For Greeks, there are names that throb in their ears like the pulse of history: Zorba the Greek and its creator Nikos Kazantzakis, Melina Mercouri and her exiled husband Jules Dassin, Costa-Gavras, and Theo Angelopoulos.
Beside these, the voice of Maria Callas is heard from afar, and the shadow of the billionaire Onassis stretches across the Aegean; the lives of both eventually became fodder for American cinema, though the actors portraying them had no connection to Greece.
And another name, fiery and enduring: Irene Papas.

A woman furious and long-suffering in Rome, Open City, in Zorba the Greek, in The Message and Lion of the Desert. In Iran, years ago and thanks to our television, she was even more familiar to Iranians than to her own countrymen!
Of course, Greeks too have their beloved films to which they return in times of longing or remembrance: from Zorba the Greek to Melina Mercouri’s filmography—and, in more recent years, 300.
I remember years ago, in an interview I conducted with Anthony Quinn—the most enduring Zorba in the history of cinema, Zorba for all generations and all cultures—he made an interesting remark about his dance before the camera: “When it came time to perform that dance in Zorba the Greek, my leg had been broken in an accident, but I played the moment with such force that no one noticed!”
The year 2007 marked the fiftieth anniversary of the passing of Nikos Kazantzakis, the poet, novelist, and playwright whose ideas shake the soul. That year I was a guest of the Thessaloniki Festival. Greece’s Ministry of Culture dedicated the year to him; Greek festivals kept his memory’s lamp burning, and cinemas revived his works: Zorba the Greek by Michael Cacoyannis, He Who Must Die by Jules Dassin, and The Last Temptation of Christ by Martin Scorsese.

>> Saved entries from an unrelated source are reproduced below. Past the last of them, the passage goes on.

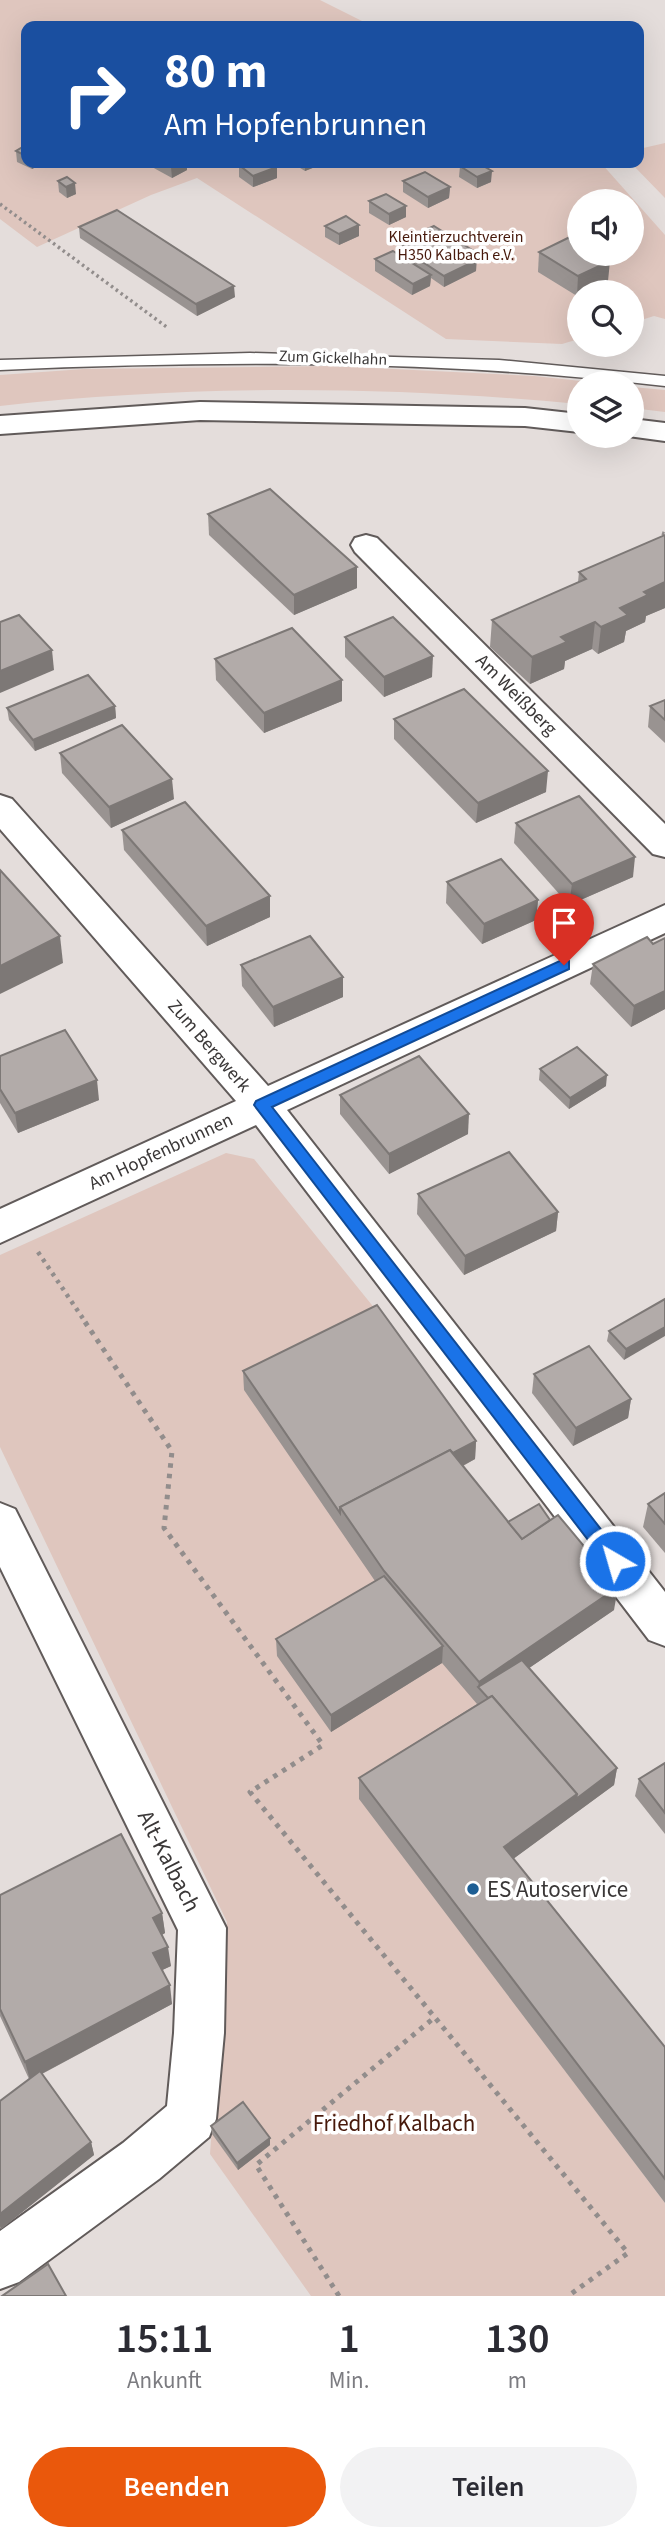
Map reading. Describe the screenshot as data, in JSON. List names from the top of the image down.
{
  "streets": {
    "street": [
      "Am Weißberg",
      "Zum Bergwerk",
      "Am Hopfenbrunnen",
      "Alt-Kalbach"
    ],
    "lane": ["Zum Gickelhahn"]
  },
  "crossings": [
    ["Zum Bergwerk", "Am Hopfenbrunnen"]
  ],
  "parks": ["Kleintierzuchtverein H350 Kalbach e.V.", "Friedhof Kalbach"],
  "places": ["ES Autoservice"],
  "page": {
    "turn": ["80 m", "Am Hopfenbrunnen"],
    "eta": [
      "15:11",
      "Ankunft",
      "1",
      "Min.",
      "130",
      "m"
    ],
    "buttons": ["Beenden", "Teilen"]
  }
}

Dassin, the exiled director of American cinema, did not separate from his love (Melina) even in exile. Never on Sunday brought him a Cannes prize and gave Melina Mercouri worldwide renown. Melina came from a powerful family: her grandfather was the mayor of Athens, her father the minister of the interior. But she chose another path: “the path of struggle…” She married Dassin in Paris. Yet her love was not only for cinema—it was for her homeland. City by city and country by country, with eyes full of tears, she asked the peoples of the world not to allow the birthplace of philosophy and the cradle of democracy to remain in the clutches of a handful of base colonels.

The military feared her: they revoked her citizenship, seized her property, even plotted her death. But fate decreed that she would pass by death and live.
When Melina returned to her country, she remained an actress—but this time not on the stage or screen, rather on the stage of politics. She became a member of parliament, then minister of culture, and she had her eyes on the summit of the presidency; but lung cancer silenced this feminine ardor at seventy-three. Even so, her voice still lives in Greek ears: “I was born Greek and I will die Greek. They were born fascists and they will die fascists.”
On the day of her funeral, more than a million people poured into the streets. That day, Athens was not merely a city; it was a heart beating for its hero—an event that became indelible in Europe’s history.
Melina Mercouri, this woman of cinema and politics, once said: “I oppose any form of capital punishment, but if I were faced with someone who, for money, had sold the heritage of his homeland to foreigners, I would place my hand on my heart and vote for his death. Because selling a nation’s identity is the selling of a people’s shared soul. One who sells the homeland will shrink from no betrayal. Better that such a person not remain alive.”